--- TRY IT ---
Set down the first line below and each line after it, ending with the one that holds "flex:none; width:22px; height:22px;". Pictures do not belong in the copy.

Stored data entries
----
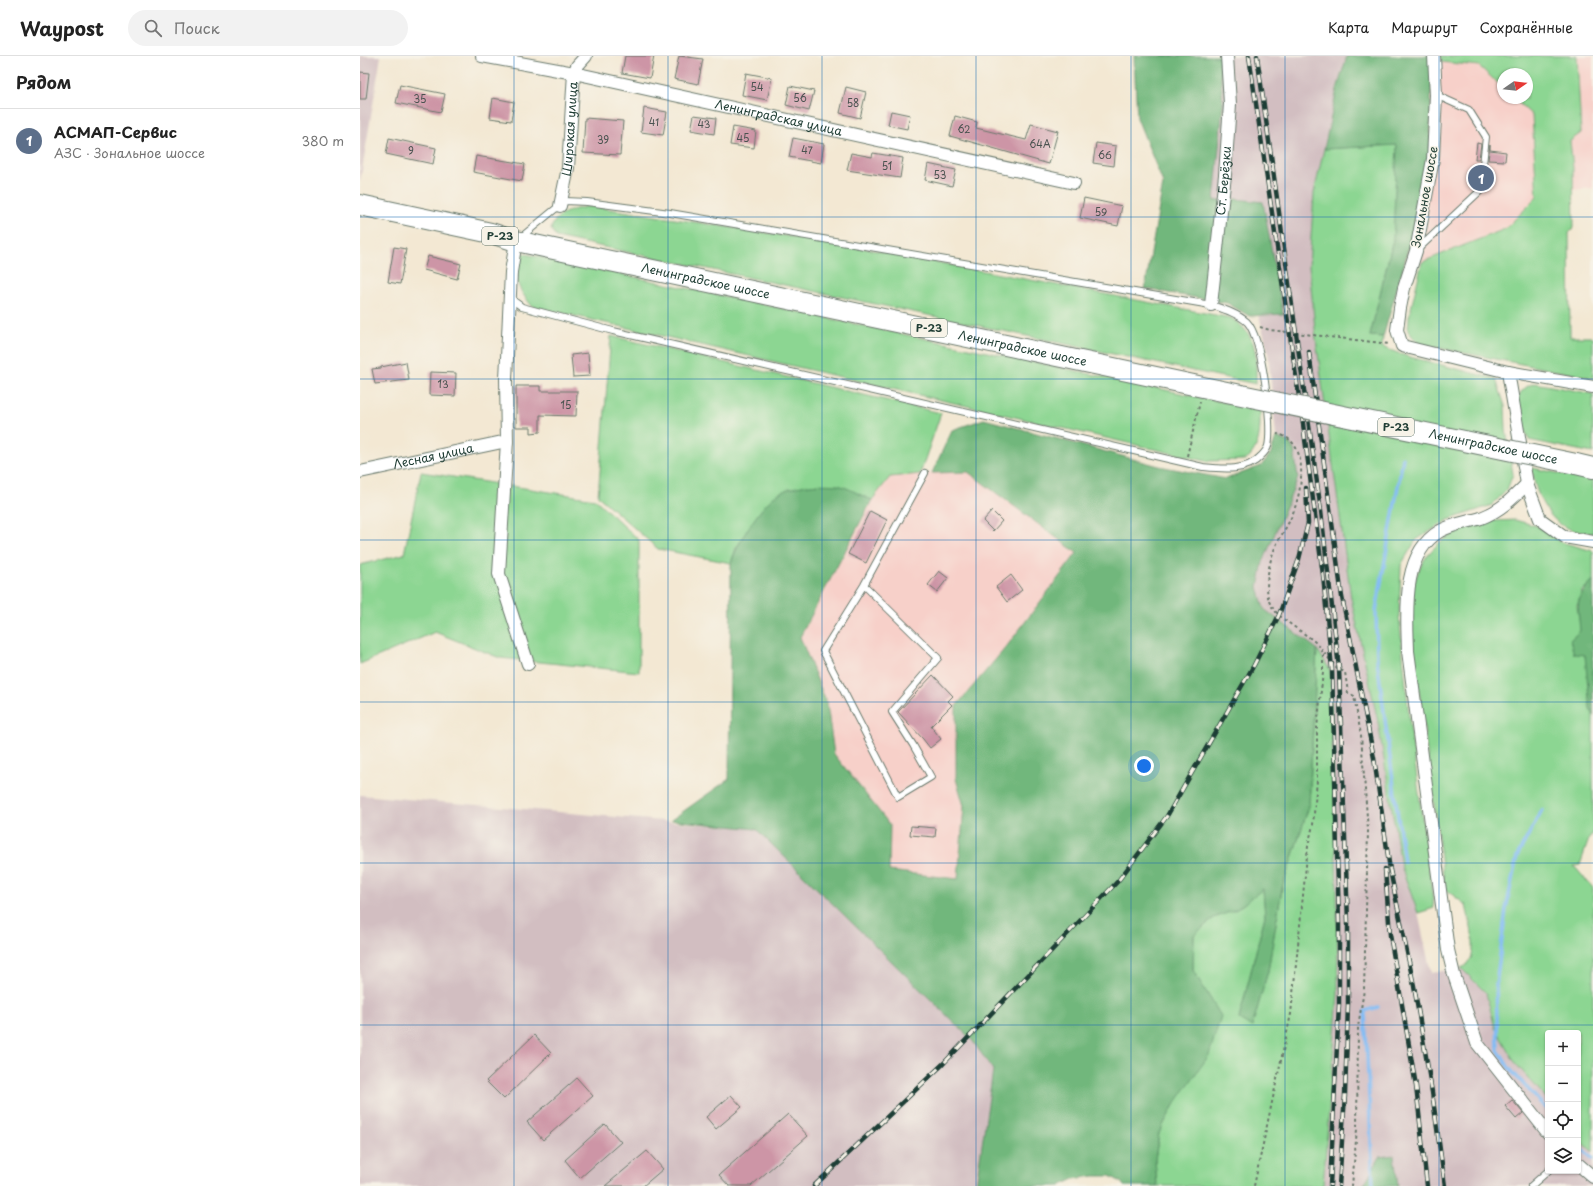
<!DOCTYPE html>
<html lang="ru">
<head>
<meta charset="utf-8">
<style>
	:root { --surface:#fff; --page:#f2f2f2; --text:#222; --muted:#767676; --line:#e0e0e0; --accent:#d93025 }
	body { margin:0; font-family:"Playpen Sans",sans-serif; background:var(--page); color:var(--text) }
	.controls { position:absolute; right:12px; bottom:12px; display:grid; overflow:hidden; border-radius:4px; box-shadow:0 1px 3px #0004 }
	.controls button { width:36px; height:36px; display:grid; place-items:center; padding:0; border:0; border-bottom:1px solid var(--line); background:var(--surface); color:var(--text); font:20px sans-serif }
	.compass { position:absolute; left:1137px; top:12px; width:36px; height:36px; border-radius:50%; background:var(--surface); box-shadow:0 1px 3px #0004; rotate:76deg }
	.you { position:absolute; left:784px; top:710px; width:14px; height:14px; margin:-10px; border:3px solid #fff; border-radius:50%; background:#1a73e8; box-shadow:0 0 0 6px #1a73e833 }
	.badge { display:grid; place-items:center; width:26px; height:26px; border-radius:50%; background:var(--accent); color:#fff; font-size:13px; font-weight:700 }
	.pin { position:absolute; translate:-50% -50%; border:2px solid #fff; box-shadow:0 1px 4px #0006 }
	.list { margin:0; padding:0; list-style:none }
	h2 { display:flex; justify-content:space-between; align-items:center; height:52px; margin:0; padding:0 16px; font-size:17px }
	h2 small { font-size:13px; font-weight:400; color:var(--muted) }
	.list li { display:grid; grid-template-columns:26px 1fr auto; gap:12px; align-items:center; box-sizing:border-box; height:64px; padding:0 16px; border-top:1px solid var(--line) }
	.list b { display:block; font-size:15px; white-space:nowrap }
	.list p { margin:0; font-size:13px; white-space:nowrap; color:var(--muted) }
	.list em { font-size:13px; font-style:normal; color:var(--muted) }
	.icon { flex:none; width:22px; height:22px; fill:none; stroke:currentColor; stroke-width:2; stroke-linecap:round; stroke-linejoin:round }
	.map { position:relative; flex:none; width:1233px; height:1130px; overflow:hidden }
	header { display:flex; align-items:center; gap:24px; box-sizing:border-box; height:56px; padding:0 20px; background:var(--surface); border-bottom:1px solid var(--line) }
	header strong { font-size:19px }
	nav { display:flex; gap:22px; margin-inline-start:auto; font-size:14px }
	.search { width:280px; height:36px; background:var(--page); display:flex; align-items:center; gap:10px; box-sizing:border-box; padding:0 14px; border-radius:22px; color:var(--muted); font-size:15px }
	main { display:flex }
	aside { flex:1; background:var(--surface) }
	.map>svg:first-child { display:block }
	.built { fill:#f7d0c9 }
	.industrial { fill:#d2bec1 }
	.green { fill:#8cd692; stroke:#568a63 }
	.forest { fill:#71b77c; stroke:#487a58 }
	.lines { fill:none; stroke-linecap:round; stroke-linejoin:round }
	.stream { stroke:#82bcf4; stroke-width:3.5 }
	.building { fill:#cd95a6 }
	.service-casing { stroke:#69796c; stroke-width:8 }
	.minor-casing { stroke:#69796c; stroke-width:14 }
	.trunk-casing { stroke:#69796c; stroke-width:22 }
	.path { stroke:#69796c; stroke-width:2; stroke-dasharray:3 3; stroke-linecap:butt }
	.service { stroke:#fff; stroke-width:6 }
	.minor { stroke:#fff; stroke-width:12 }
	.trunk { stroke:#fff; stroke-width:20 }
	.rail-casing { stroke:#1f3d34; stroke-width:4.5 }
	.rail { stroke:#f7f3e8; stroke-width:3; stroke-dasharray:9; stroke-linecap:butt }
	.trunk-bridge-casing { stroke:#69796c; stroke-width:22; stroke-linecap:butt }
	.trunk-bridge { stroke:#fff; stroke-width:20 }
	.grid { fill:none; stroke:#1f6fb2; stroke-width:1; stroke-opacity:0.55 }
	.labels { text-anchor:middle; stroke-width:3; stroke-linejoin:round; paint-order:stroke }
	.number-label { font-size:10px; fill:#4a5350 }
	.shield { fill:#f7f3e8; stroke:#60746a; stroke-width:1 }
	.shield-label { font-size:11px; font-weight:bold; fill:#1f3d34 }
	.street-label { font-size:12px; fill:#1f3d34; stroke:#f7f3e8 }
</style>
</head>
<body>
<header>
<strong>Waypost</strong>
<div class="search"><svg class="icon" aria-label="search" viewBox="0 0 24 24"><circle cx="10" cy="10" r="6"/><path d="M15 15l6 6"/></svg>Поиск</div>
<nav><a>Карта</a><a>Маршрут</a><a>Сохранённые</a></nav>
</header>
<main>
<aside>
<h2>Рядом<small></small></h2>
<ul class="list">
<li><span class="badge" style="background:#5c6f8a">1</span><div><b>АСМАП-Сервис</b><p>АЗС · Зональное шоссе</p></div><em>380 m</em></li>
</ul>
</aside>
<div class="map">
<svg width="1233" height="1130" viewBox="0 0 1233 1130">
	<rect width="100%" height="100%" fill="#f7f3e8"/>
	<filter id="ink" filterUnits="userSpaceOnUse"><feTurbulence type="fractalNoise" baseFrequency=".025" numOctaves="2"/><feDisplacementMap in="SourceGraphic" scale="8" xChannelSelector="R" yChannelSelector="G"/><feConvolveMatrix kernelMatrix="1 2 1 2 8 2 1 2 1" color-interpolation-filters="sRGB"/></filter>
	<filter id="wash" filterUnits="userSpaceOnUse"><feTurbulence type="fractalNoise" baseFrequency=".012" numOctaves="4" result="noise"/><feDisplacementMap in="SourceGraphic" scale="16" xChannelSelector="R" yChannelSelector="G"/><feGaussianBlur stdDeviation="0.9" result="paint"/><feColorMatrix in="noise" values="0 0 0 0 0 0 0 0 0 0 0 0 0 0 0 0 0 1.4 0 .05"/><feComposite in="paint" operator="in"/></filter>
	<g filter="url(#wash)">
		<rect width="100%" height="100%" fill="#f3e8d3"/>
		<path class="built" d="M1217,0H1233V132L1213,134L1210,85L1221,77Z
			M1072,5L1119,10L1143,32V42H1153L1172,59L1177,141L1145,173L1062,206L1045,205L1070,103Z
			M608,416L717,497L647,590L596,650V723L604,750L598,824L529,816L530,769L474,698L467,648L440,581L512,444L530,421L565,417Z"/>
		<path class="industrial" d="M0,0H21L0,126Z
			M859,0H987L977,31L954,137L949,210L956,283L991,542L1018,666L1041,810L1058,857L1071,917L1101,912L1126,937L1135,972L1156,1008L1188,1044V1115H1218V1082L1233,1096V1130H1038L1034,1099L1003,1130H963L978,938L977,837L970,614L957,593L904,553L898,531L929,386L916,381L908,295L899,260L923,258L854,145L863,47Z
			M0,739L396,773L612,984L633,1014L616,1130H0Z"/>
		<path class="green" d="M1072,0H1217L1221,77L1210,85L1213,112L1214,172L1209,177L1210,281H1233V322L1059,288L1048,275L1049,261L1062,206L1145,173L1177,141L1172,59L1153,42H1167V18H1143V32L1119,10L1072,5Z
			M1037,89L1033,184L1010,280L1023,281L1022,291L1046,300L1136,323L1145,350L1146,374L1153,418L1147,434L1132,449L1088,464L1056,484L1041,509L1039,559L1049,661L1074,852L1058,857L1041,810L1018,666L991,542L956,283L949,210L954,137L964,93Z
			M229,150L486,189L871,262C899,280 896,298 896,328L196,181L191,173C197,155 213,154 229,150Z
			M161,197L900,354C900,373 901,391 886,404L846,405L172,250C154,228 155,224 161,197Z
			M251,280L581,357L560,418L530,421L512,444L477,429L404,452L376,492L371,507L298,493L238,440Z
			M1175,327L1233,338V397L1169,384C1161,363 1145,337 1175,327Z
			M1172,412L1233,424V478C1226,476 1218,476 1212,474C1187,466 1174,435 1172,412Z
			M61,416L235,443L279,484V616L140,602L75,576L0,608V509L44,498Z
			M1155,464L1177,470L1201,486L1233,495V524L1222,535L1217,550L1226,606L1230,652L1233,659V778L1230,780L1220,809L1214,810L1233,832V1096L1218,1082V977H1188V1044L1156,1008L1135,972L1126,937L1101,912C1123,904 1109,866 1106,849L1085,833L1052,580C1052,567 1050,553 1052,540C1057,498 1084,476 1124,466C1134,464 1145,465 1155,464Z
			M957,593L970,614L977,837L978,938L963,1130H797L795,1103L799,1077L814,1049L833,914L834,879L854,862L877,853L903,832L905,860L879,963L892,970L908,915L922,832L949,750Z"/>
		<path class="forest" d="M774,0H859L863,47L854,145L875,143L903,146L923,258L889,260L867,247L785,233L803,127L777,62Z
			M987,0H1072L1070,103L1045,205L1023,281L1010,280L1033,184L1037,89L964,93L977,33Z
			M624,363L799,410L866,423L901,410L911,397L916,381L929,386L934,394L938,422L903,506L898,531L904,553L957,593L949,750L922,832L908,915L892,971L879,963L905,860L903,833L877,853L854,862L834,879L833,914L861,960L849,999L814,1049L799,1077L795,1103L797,1130H764L761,1126L750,1120H734L714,1123L700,1130H616L633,1014L612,984L396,773L311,764L369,723L371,507C378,486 398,453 416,439C430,429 459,427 476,429C487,430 501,440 512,444L440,581L467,648L474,698L530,769L529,815L598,823L604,750L596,723V650L647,590L717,497L608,416L572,417L592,374Z
			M1233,524V659L1230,652L1225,599L1214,598L1210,584L1220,575C1218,549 1214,544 1233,524Z
			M1034,1099L1038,1130H1003L1020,1101Z"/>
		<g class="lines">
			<path class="stream" d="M1043,402L1016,555L1017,604L1044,806
				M1182,754L1157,800L1146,853L1136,929L1138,994L1149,1012L1188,1055
				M1218,1089L1233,1103
				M1013,1130L1005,955L1018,951"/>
		</g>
		<g id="blocks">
			<path class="building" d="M265,0H294L290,22L262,17Z
				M319,0L343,3L338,28L314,23Z
				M0,16L9,17L6,43H0Z
				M386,17L412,22L407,44L382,39Z
				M40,29L85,38L81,56L36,47Z
				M430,30L454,35L449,55L426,49Z
				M486,31L506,36L500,62L480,57Z
				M133,42L154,46L151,65L130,62Z
				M284,52L307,56L303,79L281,76Z
				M531,55L550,59L547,73L528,69Z
				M334,59L356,62L354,78L331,74Z
				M595,60L617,66L616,72L666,84L671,68L698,75L689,108L590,80Z
				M225,62L263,65L260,99L223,97Z
				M373,71L396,75L394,92L370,89Z
				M29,82L76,92L73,108L26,98Z
				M433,82L464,88L461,107L429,101Z
				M736,87L756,90L754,110L733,107Z
				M1117,87L1121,88L1119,103H1115Z
				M1130,89V94L1146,96L1145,105L1128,104Z
				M491,97L512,101L513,97L543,102L540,122L487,114Z
				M116,100L165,108L162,125L113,116Z
				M568,108L596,114L592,130L565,124Z
				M724,142L762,150L758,170L720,162Z
				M34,191L46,193L40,228L28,226Z
				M68,200L101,208L97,223L64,214Z
				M228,297L230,320L213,321L211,299Z
				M46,306L49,324L15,328L12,313L21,312V311Z
				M70,316L96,317L95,340L69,339Z
				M156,330H180V335H217L216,360L180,359V376L171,377V371H156Z
				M510,455L527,464L506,507L488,498Z
				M632,455L642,465L633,475L623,465Z
				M579,515L588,522L577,536L568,529Z
				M651,519L662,534L647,546L636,531Z
				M573,619L593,640L588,645L592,649L571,670L581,683L570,692L563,683L538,656Z
				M551,770L576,772L575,781L550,779Z
				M174,979L191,997L144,1043L126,1025Z
				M217,1022L233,1040L183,1084L167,1066Z
				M371,1039L382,1051L356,1073L346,1061Z
				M1152,1044L1163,1057L1156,1063L1145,1050Z
				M428,1058L448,1080L391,1130H369L359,1119Z
				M245,1068L261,1086L220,1122L205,1104Z
				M287,1095L303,1113L283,1130H245Z"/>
		</g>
	</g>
	<g filter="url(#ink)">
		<use href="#blocks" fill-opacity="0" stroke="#69796c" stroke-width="1"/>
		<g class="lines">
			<g class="service-casing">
				<path id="service" d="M1057,194L1120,135L1126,81L1109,54L1076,39
					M151,243L162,251L253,275L843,411C862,413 887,416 901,400C903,398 907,394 908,390C913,369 902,281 887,266C877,257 863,253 851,249L310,157L227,146L205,145L160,182
					M504,529L578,602L532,656L553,689L571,721L538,741L463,595L504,529L565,417
					M1171,1130L1188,1115"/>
			</g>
			<g class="minor-casing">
				<g id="minor">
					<path id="s1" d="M122,0L214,17L714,127"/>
					<path d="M1074,0L1076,39L1073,103L1056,195L1044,232L1040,252L1037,274L1042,290L1148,316L1233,331"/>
					<path id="s2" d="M200,150L208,112L214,17L217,10L226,0"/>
					<path d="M156,185L151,216L146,323L147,385L139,518L168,608"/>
					<path id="s3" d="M851,249L865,119L870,48L867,0"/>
					<path d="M1148,316L1167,428L1180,463L1205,481L1233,486"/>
					<path id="s4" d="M0,416L147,385"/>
					<path d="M1167,428C1153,442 1140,455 1121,462C1108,466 1093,468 1080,475C1041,498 1047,556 1048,595L1088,894L1094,919L1117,987L1188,1077"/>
					<path d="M1218,1108L1233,1121"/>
				</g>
			</g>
			<g class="trunk-casing">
				<g id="trunk">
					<path id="s5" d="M0,149L131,177L156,185L857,334"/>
					<path d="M1216,408L1233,412"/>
				</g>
			</g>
			<path class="path" d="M900,271L910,274L1030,288
				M827,400L840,346
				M964,597L978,613L985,616L988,637L994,640L1001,679L1008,775L1004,934L998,971L997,1073L992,1130
				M894,1130L931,958L948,790L953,769L957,724V672L963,616V597L960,591C947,576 916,564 909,545C905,532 908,513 912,500C917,483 929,470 934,454C943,431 949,384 917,378"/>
			<use href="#service" class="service"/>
			<use href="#minor" class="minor"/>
			<use href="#trunk" class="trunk"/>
			<g class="rail-casing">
				<path id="rail" d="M889,0L943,368L963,519L972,613L979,867V949L970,1130
					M897,0L961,455L979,612L988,866V949L985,1039L979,1130
					M949,296L982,541L1014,702L1030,814L1054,930L1072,1036L1085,1130
					M1025,813L1030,879L1056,1030L1067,1130
					M454,1130L583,1008L758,825L807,760L894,609L919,559L939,503L948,467L946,432"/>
			</g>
			<use href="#rail" class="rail"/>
			<g class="trunk-bridge-casing">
				<g id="trunk-bridge">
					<path id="s6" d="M857,334L1216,408"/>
				</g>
			</g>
			<use href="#trunk-bridge" class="trunk-bridge"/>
		</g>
	</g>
	<path class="grid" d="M154,0V1130M308,0V1130M462,0V1130M616,0V1130M771,0V1130M925,0V1130M1079,0V1130M0,161H1233M0,323H1233M0,484H1233M0,646H1233M0,807H1233M0,969H1233"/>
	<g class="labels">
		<g class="number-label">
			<text x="397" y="35">54</text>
			<text x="440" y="46">56</text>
			<text x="60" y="47">35</text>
			<text x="493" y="51">58</text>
			<text x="294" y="70">41</text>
			<text x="344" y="72">43</text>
			<text x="604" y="77">62</text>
			<text x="383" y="86">45</text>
			<text x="243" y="88">39</text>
			<text x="680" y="92">64А</text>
			<text x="447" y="98">47</text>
			<text x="51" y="99">9</text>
			<text x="745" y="103">66</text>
			<text x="527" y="114">51</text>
			<text x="580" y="123">53</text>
			<text x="741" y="160">59</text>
			<text x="83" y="332">13</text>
			<text x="206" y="353">15</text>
		</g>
		<g class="shield">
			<rect x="122" y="171" width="36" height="18" rx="3"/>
			<rect x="551" y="263" width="36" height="18" rx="3"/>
			<rect x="1018" y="362" width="36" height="18" rx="3"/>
		</g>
		<g class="shield-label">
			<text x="140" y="184">Р-23</text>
			<text x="569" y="276">Р-23</text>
			<text x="1036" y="375">Р-23</text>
		</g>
		<g class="street-label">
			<text dy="4" stroke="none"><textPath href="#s1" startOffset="303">Ленинградская улица</textPath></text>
			<text dy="4" stroke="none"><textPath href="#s2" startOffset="78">Широкая улица</textPath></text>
			<text dy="4" stroke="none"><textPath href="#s3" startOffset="125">Ст. Берёзки</textPath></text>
			<text transform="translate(1065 141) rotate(-80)" y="4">Зональное шоссе</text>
			<text dy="4" stroke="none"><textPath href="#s5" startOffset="354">Ленинградское шоссе</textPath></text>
			<text dy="4" stroke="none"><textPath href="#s5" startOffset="678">Ленинградское шоссе</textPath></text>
			<text dy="4" stroke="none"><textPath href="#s6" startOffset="282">Ленинградское шоссе</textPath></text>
			<text dy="4" stroke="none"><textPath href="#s4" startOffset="75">Лесная улица</textPath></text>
		</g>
	</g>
</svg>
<div class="controls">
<button>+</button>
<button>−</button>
<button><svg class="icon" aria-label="locate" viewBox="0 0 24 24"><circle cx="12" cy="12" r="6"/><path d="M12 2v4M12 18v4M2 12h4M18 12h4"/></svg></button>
<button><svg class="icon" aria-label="layers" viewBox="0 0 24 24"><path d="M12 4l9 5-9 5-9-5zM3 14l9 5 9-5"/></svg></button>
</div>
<svg class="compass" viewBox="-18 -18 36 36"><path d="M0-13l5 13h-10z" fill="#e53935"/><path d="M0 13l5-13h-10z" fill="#767676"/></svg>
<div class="you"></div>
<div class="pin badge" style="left:1121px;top:122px;background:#5c6f8a">1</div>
</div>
</main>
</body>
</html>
----
--- RESPONSE ---
<!DOCTYPE html>
<html lang="ru">
<head>
<meta charset="utf-8">
<style>
	:root { --surface:#fff; --page:#f2f2f2; --text:#222; --muted:#767676; --line:#e0e0e0; --accent:#d93025 }
	body { margin:0; font-family:"Playpen Sans",sans-serif; background:var(--page); color:var(--text) }
	.controls { position:absolute; right:12px; bottom:12px; display:grid; overflow:hidden; border-radius:4px; box-shadow:0 1px 3px #0004 }
	.controls button { width:36px; height:36px; display:grid; place-items:center; padding:0; border:0; border-bottom:1px solid var(--line); background:var(--surface); color:var(--text); font:20px sans-serif }
	.compass { position:absolute; left:1137px; top:12px; width:36px; height:36px; border-radius:50%; background:var(--surface); box-shadow:0 1px 3px #0004; rotate:76deg }
	.you { position:absolute; left:784px; top:710px; width:14px; height:14px; margin:-10px; border:3px solid #fff; border-radius:50%; background:#1a73e8; box-shadow:0 0 0 6px #1a73e833 }
	.badge { display:grid; place-items:center; width:26px; height:26px; border-radius:50%; background:var(--accent); color:#fff; font-size:13px; font-weight:700 }
	.pin { position:absolute; translate:-50% -50%; border:2px solid #fff; box-shadow:0 1px 4px #0006 }
	.list { margin:0; padding:0; list-style:none }
	h2 { display:flex; justify-content:space-between; align-items:center; height:52px; margin:0; padding:0 16px; font-size:17px }
	h2 small { font-size:13px; font-weight:400; color:var(--muted) }
	.list li { display:grid; grid-template-columns:26px 1fr auto; gap:12px; align-items:center; box-sizing:border-box; height:64px; padding:0 16px; border-top:1px solid var(--line) }
	.list b { display:block; font-size:15px; white-space:nowrap }
	.list p { margin:0; font-size:13px; white-space:nowrap; color:var(--muted) }
	.list em { font-size:13px; font-style:normal; color:var(--muted) }
	.icon { flex:none; width:22px; height:22px; fill:none; stroke:currentColor; stroke-width:2; stroke-linecap:round; stroke-linejoin:round }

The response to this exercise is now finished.